§ Available data
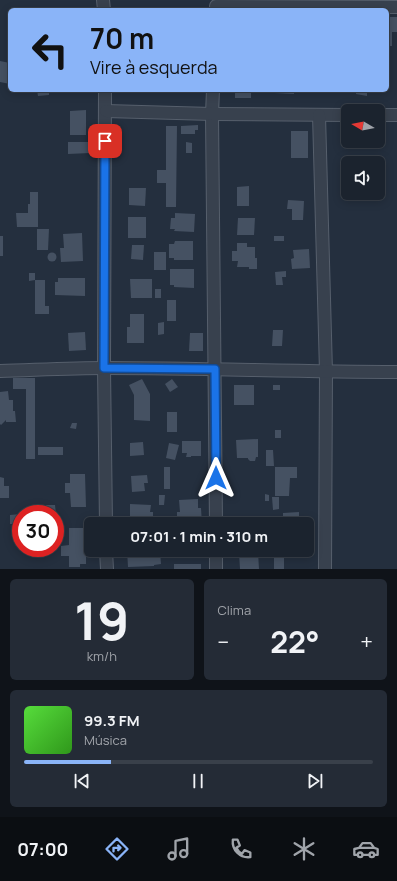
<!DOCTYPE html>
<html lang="pt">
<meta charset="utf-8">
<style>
:root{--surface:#1b232e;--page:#242b36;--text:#f1f3f6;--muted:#a0a4aa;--line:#39404a;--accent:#8ab4f8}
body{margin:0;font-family:Manrope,sans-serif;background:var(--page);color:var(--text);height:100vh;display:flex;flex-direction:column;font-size:15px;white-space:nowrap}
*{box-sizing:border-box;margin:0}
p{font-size:13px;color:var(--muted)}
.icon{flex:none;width:22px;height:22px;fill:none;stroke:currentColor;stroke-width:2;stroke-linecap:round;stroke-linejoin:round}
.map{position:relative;height:569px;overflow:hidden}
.side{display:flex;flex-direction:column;gap:10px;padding:10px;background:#0f1319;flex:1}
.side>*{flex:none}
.guide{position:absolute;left:8px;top:8px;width:381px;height:84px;border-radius:6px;box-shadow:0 2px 10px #0003,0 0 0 1px var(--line);background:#8ab4f8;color:#111;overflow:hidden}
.needle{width:26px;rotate:280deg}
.fabs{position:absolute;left:341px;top:104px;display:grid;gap:8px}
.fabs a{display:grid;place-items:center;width:44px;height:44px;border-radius:6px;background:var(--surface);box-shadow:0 2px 10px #0003,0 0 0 1px var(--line);font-size:20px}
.speed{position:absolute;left:12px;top:505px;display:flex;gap:8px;font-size:20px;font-weight:700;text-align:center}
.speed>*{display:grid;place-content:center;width:52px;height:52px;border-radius:50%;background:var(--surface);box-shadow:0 2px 10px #0003,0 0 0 1px var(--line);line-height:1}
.speed .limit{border:6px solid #d22;background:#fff;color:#111}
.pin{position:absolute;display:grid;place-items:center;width:34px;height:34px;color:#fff;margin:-17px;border-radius:8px;box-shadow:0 2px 6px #0006}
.me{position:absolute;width:44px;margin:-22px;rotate:0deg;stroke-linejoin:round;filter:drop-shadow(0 0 3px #0008)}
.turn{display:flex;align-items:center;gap:14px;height:84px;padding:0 16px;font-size:18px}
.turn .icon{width:52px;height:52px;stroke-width:2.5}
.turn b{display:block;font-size:28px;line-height:34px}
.big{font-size:30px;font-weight:700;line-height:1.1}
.side .card{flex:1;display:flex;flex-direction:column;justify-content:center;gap:6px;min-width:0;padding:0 14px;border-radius:6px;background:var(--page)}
.side .dial{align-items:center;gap:0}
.dial b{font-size:52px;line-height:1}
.song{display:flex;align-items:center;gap:12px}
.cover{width:48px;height:48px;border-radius:6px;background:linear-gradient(135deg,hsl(110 70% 55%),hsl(110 70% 35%))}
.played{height:4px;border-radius:2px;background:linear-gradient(90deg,var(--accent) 25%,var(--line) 25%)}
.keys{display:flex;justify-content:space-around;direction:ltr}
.heat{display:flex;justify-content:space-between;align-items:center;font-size:22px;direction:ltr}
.side .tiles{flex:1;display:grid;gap:10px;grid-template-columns:1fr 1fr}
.card:last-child{grid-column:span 2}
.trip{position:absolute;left:84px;top:517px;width:230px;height:40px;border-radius:6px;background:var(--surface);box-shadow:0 2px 10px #0003,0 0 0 1px var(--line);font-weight:700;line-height:40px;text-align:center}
.tabs{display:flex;height:64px;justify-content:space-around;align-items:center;background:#0b0e12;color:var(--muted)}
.tabs .icon{width:28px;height:28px}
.tabs .current{color:var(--accent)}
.tabs b{font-size:18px;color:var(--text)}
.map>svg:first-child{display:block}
.building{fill:#455162}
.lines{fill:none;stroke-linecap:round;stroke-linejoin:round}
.minor-casing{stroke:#565f6c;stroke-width:14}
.minor{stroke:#38414e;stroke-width:12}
.route-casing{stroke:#114b97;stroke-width:10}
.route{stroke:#1a73e8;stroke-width:7}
</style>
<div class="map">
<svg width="397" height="569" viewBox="0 0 397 569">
<rect width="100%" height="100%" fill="#242f3e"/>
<g class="building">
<polygon points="387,17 397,17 397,32 392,32 392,46 387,46"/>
<polygon points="0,61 10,63 10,84 0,82"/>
<polygon points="37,90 49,90 49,95 38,96"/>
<polygon points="171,90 202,90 202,91 171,92"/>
<rect x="235" y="90" width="16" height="8"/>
<polygon points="274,90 294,90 294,94 274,93"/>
<polygon points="356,90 375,90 374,93 367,92 367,96 356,94"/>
<polygon points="86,110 86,135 70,135 70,111"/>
<polygon points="198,125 198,130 195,130 195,134 181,134 181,126"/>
<polygon points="166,126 177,126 176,207 166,207 166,183 157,183 157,170 166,170"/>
<rect x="291" y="131" width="17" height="27"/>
<polygon points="68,142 89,142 90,153 68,154"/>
<polygon points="186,142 192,143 192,153 186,153"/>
<polygon points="249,186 249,206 237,206 237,187"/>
<polygon points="129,188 146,188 145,206 129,205"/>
<polygon points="30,192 38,192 38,227 17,227 16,213 28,213 28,204 30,204"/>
<polygon points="288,200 304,201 303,220 292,220 292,209 287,209"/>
<polygon points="175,213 195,214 194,232 174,231 175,229 170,229 171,218 175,218"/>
<rect x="128" y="217" width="18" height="21"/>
<polygon points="238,218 255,218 254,235 237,235"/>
<polygon points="37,229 49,229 48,250 37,250"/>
<polygon points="82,233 83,261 61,262 60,248 64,248 63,234"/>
<rect x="0" y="236" width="3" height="20"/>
<rect x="274" y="236" width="10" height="5"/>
<polygon points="175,241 193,241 193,260 174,260 174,258 169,258 169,244 174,244"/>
<polygon points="237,243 247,243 247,247 255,247 255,258 257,258 257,269 249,269 249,267 237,267 238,261 232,261 232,251 237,251"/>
<polygon points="132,245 144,245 143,260 131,259"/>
<polygon points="309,249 310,268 292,269 291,259 294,258 293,250"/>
<rect x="154" y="252" width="12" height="18"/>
<circle cx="52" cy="257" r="4.5"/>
<polygon points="170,269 194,269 194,288 174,287 174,285 170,285"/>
<polygon points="286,271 286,277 282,277 283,285 276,285 275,272"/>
<polygon points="29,273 35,273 35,280 45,280 45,306 49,306 49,314 35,314 35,280 29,281"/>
<polygon points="58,278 85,278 85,296 55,295 55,282 58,282"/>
<polygon points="130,279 152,279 152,298 131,298"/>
<rect x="155" y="289" width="6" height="9"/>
<rect x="167" y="300" width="9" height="21"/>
<polygon points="130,314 144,314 144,343 127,343 127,327 130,327"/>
<polygon points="164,322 164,334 158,335 158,323"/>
<polygon points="273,330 283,330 282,346 272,346"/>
<polygon points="85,332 86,350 69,351 68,333"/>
<polygon points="190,333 203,333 203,351 189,351"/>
<polygon points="13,378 35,378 35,459 26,459 26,389 13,389"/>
<polygon points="142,379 150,394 150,421 134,420 134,395 129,385"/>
<polygon points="172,379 178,387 170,392 165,384"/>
<rect x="234" y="385" width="20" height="20"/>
<rect x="273" y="385" width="7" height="5"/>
<polygon points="8,391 9,400 13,400 13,411 15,411 16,422 6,422 6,420 1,425 0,424 0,392"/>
<rect x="167" y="412" width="10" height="20"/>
<polygon points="72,423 77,423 76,429 70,428"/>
<rect x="275" y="430" width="6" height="8"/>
<polygon points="258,439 258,457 256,457 255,461 250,461 248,459 248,458 237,458 236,440"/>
<polygon points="182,441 201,441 201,456 191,456 191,457 186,457 187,453 182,453"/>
<polygon points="143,442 144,455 130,456 130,443"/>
<polygon points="169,443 179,445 175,460 166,458"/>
<rect x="38" y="447" width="25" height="8"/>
<polygon points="266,450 273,450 274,466 266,466"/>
<rect x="164" y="467" width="6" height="22"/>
<polygon points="275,467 297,467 297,478 290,478 289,496 275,496"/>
<polygon points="70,474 85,474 86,507 71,507 70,493 65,493 65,483 70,483"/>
<polygon points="147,475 148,483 144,483 145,491 132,492 131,476"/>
<polygon points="0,477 4,478 4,486 9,486 9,498 0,498"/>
<polygon points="265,494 269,495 269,501 265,501"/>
<polygon points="159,495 165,495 164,505 159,505"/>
<polygon points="272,497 279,497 279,509 273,510"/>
<polygon points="198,499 198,508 201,508 202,524 177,524 177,512 180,512 179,500"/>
<polygon points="130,504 151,505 150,512 153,512 153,519 130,519"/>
<polygon points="46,505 55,505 56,514 47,514"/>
<polygon points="28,506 35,506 35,514 22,514 22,510 28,510"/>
<polygon points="299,512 299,524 272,524 272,516 283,516 283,513"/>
<polygon points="21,514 21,548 30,548 30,550 19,550 19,543 14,543 13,524 10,524 10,515"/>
<polygon points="69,528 86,528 86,564 80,564 80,567 69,567 69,556 61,556 61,546 69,545"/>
<polygon points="127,550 148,550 148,552 160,551 161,564 154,565 154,566 128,567"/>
<polygon points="166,550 180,550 180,553 167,553"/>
<polygon points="258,552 259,569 240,569 239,553"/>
<rect x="274" y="553" width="10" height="16"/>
<rect x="174" y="564" width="27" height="5"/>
</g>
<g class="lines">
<g class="minor-casing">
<g id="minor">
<polyline points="103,0 104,10"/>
<polyline points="216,6 397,7"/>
<polyline points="105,90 104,368 106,524"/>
<polyline points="213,90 212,114 216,524"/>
<polyline points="106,111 212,114 348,115"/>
<polyline points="319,115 326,372 325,569"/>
<polyline points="378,115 397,115"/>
<path d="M0,371C35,370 71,368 106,368C203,368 300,372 397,372"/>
<polyline points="106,550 107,569"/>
<polyline points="216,550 216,569"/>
</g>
</g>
<use href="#minor" class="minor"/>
</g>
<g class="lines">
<g class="route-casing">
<polyline id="route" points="105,141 104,368 215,369 216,478"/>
</g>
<use href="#route" class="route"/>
</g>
</svg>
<div class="fabs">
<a><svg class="needle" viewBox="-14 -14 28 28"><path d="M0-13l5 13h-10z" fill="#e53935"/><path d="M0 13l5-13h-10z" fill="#a0a4aa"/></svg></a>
<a><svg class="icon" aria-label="sound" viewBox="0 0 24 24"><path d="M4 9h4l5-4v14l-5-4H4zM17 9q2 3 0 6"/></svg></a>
</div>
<div class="speed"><div class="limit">30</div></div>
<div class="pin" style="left:105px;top:141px;background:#d93025"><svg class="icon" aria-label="arrive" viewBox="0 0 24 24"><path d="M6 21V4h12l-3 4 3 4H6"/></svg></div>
<svg class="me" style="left:216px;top:478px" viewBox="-20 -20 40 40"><path d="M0-17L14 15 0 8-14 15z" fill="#1a73e8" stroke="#fff" stroke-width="4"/></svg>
<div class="trip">07:01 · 1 min · 310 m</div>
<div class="guide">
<div class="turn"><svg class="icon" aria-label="left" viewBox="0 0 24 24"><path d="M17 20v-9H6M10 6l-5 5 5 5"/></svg><div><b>70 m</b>Vire à esquerda</div></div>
</div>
</div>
<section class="side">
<div class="tiles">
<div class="card dial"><b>19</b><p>km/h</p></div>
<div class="card"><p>Clima</p>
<div class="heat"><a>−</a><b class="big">22°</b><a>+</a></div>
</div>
<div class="card">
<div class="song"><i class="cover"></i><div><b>99.3 FM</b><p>Música</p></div></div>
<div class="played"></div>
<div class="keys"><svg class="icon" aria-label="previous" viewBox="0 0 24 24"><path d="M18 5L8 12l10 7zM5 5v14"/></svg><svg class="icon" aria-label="pause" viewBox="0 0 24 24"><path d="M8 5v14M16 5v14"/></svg><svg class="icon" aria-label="next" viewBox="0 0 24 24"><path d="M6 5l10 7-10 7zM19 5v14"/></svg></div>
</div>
</div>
</section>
<nav class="tabs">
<b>07:00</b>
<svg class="icon current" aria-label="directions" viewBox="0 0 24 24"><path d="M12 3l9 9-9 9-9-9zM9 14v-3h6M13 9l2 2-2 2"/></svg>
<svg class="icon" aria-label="music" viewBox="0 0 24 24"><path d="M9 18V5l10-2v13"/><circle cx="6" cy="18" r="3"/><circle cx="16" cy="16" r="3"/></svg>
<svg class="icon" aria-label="phone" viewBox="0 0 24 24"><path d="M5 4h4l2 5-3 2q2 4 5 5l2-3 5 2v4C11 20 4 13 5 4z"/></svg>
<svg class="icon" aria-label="climate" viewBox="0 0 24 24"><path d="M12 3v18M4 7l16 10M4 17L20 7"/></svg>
<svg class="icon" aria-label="car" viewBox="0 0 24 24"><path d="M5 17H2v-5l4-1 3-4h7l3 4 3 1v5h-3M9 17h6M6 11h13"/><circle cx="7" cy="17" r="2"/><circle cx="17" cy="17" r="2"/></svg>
</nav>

§ Problem to work on
Using the listing above, gather each line that holds the string "rotate" and copy it.

§ Reply
.needle{width:26px;rotate:280deg}
.me{position:absolute;width:44px;margin:-22px;rotate:0deg;stroke-linejoin:round;filter:drop-shadow(0 0 3px #0008)}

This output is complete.